How to science data

James Rubinstein
7 min readApr 14, 2018

--

I recently hired a data scientist for my team at work. This is very exciting. However, it took 6 months to do it. I want to explore why I had such a difficult time finding someone to be a data scientist, through the lens of what it means to be a data scientist.

What is a data scientist? A data scientist is someone who uses data to answer questions using the scientific method. The scientific method, in case you have forgotten 5th grade goes like this:

According to my friend, Dan, a good data scientist needs a good problem https://medium.com/@dfrankow/how-to-become-a-data-scientist-part-1-find-a-good-problem-2971442227cc

That’s step one, step two is formulating a hypothesis. A hypothesis is an informed supposition about what will happen given a particular basis in theory. It’s a guess. But not just a guess, it’s a guess based on observation, theory, and is *measurable*. Saying “blue buttons will be better than green buttons” is not a hypothesis. “Given that our screen background is green and improved contrast will help users see the button, we believe a blue button will increase button clickthrough by 5% over two weeks” is a hypothesis. We have theory, metric, and expected increase in that metric all in one statement. That statement can be falsified, which is to say it can be proven wrong. Us science types are forever trying to prove ourselves wrong.

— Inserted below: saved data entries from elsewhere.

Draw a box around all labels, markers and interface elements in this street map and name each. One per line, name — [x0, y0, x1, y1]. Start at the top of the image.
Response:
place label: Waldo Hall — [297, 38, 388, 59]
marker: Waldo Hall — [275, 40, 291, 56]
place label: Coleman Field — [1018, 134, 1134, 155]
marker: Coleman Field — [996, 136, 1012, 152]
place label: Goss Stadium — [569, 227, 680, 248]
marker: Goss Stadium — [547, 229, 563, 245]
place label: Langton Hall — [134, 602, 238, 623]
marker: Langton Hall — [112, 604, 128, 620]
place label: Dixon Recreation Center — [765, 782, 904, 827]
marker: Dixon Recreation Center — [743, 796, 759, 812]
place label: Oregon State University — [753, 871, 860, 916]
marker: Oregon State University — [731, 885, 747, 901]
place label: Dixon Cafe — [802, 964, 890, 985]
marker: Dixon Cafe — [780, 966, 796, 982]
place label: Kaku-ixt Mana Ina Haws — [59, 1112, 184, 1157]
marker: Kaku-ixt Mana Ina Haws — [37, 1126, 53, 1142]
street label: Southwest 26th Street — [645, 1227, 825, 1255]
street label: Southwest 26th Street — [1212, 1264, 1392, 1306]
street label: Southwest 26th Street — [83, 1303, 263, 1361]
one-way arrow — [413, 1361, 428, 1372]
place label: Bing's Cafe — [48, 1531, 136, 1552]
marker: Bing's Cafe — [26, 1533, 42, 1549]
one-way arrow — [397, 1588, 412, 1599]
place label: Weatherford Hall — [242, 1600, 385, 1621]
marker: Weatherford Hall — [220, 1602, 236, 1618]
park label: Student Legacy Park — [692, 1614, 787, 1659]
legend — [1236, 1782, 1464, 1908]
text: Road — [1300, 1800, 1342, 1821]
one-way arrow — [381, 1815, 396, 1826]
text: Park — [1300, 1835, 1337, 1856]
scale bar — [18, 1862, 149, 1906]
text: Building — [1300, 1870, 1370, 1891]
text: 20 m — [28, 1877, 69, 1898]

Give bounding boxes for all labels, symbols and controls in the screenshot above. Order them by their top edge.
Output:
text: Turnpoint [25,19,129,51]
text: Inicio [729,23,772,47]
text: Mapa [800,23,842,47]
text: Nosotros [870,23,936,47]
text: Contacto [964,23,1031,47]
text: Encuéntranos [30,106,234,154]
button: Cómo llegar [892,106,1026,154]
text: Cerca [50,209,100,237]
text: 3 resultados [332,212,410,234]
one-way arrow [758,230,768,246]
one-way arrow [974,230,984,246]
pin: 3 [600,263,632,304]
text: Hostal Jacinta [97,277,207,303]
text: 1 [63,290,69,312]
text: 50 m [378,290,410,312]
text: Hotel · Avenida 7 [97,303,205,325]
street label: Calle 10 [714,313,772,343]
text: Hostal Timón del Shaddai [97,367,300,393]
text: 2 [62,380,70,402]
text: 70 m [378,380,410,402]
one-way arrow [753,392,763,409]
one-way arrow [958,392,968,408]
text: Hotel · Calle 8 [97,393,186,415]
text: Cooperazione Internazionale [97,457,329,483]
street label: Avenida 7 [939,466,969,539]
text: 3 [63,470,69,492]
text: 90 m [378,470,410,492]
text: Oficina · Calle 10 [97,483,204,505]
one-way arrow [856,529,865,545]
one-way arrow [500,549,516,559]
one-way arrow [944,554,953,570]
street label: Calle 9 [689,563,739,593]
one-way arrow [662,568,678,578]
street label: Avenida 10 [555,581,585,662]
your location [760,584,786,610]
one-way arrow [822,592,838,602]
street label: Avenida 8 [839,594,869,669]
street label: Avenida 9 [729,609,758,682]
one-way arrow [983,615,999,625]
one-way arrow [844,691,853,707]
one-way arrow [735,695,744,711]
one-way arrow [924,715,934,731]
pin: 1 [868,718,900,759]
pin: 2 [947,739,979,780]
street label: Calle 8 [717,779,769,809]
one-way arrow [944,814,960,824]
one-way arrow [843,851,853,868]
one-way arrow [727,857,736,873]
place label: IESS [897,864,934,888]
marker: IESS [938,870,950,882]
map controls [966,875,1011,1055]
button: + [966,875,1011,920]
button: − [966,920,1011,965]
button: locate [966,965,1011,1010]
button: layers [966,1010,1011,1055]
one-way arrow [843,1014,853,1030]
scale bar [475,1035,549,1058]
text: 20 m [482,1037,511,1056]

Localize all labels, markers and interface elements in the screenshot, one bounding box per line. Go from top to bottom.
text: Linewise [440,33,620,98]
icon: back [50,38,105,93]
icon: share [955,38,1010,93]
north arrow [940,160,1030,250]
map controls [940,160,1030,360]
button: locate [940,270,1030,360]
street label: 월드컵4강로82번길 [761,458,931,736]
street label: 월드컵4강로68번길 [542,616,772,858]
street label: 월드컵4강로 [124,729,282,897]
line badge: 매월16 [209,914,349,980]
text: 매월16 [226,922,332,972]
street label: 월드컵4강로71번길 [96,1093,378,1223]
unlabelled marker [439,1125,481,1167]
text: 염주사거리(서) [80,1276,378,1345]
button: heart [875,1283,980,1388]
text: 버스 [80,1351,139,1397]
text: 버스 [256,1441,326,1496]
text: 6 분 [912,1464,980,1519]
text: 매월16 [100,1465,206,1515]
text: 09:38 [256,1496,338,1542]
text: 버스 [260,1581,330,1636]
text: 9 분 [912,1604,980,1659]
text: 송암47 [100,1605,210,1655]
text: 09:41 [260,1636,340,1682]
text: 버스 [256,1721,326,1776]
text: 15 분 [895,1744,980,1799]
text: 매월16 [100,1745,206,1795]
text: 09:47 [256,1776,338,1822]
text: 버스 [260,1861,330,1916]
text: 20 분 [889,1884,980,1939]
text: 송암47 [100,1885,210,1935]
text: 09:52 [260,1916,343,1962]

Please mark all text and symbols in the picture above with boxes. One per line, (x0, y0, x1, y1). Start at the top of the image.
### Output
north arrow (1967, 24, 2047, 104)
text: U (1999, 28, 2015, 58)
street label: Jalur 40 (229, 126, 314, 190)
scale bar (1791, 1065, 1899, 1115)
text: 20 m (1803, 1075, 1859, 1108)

How do prove ourselves wrong? We have to design an experiment. Designing an experiment is the art of trying to control for every conceivable other source of change that could invalidate our hypothesis. If we think blue>green, have we considered that colorblind users might not see one or the other? If we have all our color blind participants in one group, that could tank the results of that experimental group. As a result, we randomize our participants, we ensure we have a large enough sample to get a representative sample of the population we care about. We also need to ensure that we aren’t biasing ourselves in a million other little ways. We need to run the experiment for long enough to give people time to learn the new state of the system. We have to ensure that we don’t put users in one group in the morning and fill the other group in the afternoon (because morning people and afternoon people might be different). And on and on. A scientist has to understand enough about the system she is working on to avoid these pitfalls when designing her experiment.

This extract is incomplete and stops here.